Prompt:
Go over the records and copy every line with the string "canvas".

──────── Records shown

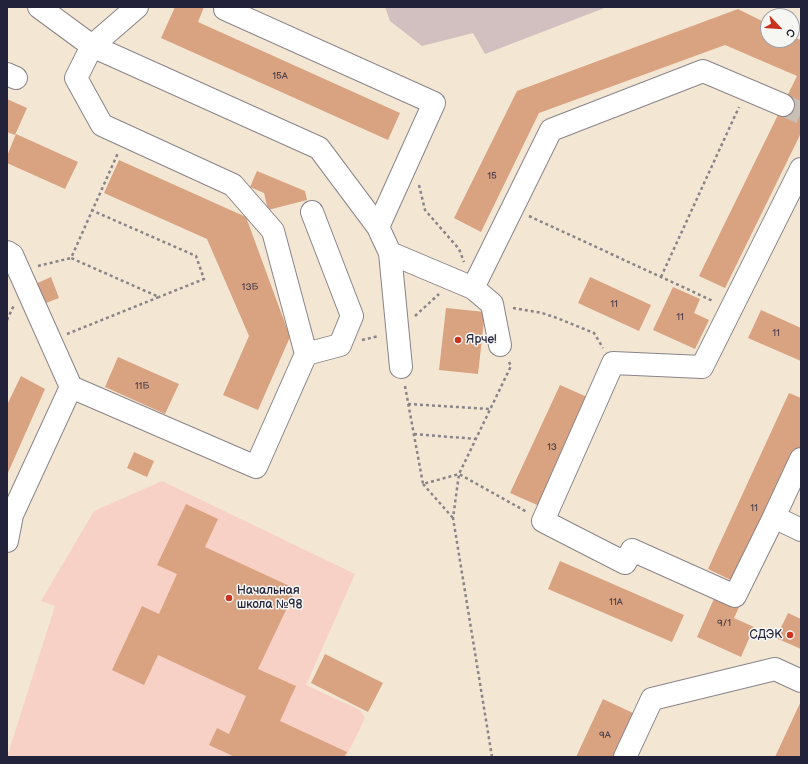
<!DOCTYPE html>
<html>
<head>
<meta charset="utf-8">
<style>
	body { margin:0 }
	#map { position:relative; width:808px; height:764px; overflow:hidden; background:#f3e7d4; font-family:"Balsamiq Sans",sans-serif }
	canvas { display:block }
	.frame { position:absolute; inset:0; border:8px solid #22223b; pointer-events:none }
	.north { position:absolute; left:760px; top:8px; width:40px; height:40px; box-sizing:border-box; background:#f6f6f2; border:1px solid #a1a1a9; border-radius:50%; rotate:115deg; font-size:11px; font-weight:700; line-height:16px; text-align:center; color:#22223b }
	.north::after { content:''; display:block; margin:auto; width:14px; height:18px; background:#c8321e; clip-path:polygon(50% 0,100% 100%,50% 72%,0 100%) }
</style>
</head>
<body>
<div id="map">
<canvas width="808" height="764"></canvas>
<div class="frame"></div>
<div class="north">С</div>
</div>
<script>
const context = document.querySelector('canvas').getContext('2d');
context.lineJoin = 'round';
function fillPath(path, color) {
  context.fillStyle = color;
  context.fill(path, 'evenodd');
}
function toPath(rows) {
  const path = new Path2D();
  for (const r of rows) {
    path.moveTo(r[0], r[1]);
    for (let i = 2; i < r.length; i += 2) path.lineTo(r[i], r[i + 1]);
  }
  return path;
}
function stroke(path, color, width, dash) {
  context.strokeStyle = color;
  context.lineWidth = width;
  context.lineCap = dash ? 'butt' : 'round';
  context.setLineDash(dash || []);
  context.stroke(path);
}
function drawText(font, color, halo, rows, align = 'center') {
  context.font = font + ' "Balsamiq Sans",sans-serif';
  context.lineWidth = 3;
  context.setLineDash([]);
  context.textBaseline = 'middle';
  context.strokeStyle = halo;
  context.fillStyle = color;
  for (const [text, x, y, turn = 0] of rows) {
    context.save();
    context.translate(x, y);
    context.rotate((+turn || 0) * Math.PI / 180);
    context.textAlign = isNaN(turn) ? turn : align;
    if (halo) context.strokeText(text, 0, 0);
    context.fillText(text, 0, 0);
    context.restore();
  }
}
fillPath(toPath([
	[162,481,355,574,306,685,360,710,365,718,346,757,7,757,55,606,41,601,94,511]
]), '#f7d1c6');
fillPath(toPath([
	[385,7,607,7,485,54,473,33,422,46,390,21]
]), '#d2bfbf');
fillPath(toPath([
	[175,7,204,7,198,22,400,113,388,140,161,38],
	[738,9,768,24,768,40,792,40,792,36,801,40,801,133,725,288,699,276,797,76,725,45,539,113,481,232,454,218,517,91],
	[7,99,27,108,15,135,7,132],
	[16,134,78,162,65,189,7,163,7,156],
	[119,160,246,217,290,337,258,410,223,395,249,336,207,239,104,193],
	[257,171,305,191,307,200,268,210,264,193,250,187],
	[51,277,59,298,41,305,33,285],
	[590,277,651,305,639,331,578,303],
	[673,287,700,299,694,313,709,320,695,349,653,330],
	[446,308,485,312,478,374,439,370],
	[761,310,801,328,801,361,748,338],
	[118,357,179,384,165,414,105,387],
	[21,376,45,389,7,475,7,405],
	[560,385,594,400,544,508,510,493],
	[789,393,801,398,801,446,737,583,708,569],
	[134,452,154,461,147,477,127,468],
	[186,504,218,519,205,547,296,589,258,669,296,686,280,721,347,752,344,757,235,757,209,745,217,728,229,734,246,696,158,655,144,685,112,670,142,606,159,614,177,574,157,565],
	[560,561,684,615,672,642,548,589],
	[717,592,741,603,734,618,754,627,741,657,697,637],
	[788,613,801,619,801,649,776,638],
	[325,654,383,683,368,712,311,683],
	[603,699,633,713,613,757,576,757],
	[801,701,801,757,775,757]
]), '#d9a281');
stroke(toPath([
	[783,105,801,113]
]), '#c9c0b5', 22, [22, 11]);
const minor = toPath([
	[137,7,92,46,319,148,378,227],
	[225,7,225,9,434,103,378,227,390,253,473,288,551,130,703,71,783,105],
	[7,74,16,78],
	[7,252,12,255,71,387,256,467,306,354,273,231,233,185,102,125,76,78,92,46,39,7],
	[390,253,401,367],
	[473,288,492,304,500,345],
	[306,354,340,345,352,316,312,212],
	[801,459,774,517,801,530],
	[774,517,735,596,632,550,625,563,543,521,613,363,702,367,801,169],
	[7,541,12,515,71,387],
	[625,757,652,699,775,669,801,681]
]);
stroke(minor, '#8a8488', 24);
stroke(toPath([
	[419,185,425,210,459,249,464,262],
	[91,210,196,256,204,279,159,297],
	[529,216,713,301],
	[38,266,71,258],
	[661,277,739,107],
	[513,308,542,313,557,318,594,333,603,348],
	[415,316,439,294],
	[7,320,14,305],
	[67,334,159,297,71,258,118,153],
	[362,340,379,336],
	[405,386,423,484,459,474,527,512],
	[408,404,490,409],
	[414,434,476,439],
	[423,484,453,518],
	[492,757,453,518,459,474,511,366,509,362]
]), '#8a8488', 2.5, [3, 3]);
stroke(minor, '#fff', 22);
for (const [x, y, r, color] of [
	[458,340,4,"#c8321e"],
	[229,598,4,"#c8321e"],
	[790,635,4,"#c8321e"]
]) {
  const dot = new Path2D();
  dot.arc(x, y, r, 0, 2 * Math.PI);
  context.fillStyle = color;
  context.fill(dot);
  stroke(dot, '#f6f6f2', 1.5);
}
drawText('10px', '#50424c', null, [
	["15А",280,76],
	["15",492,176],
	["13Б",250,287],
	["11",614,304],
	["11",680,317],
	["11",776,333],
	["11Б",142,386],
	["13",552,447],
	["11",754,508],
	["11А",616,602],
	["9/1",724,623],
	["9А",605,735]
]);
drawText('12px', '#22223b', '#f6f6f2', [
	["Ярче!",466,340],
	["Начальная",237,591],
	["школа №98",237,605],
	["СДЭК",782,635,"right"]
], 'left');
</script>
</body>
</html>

────────────────

Response below:
	canvas { display:block }
<canvas width="808" height="764"></canvas>
const context = document.querySelector('canvas').getContext('2d');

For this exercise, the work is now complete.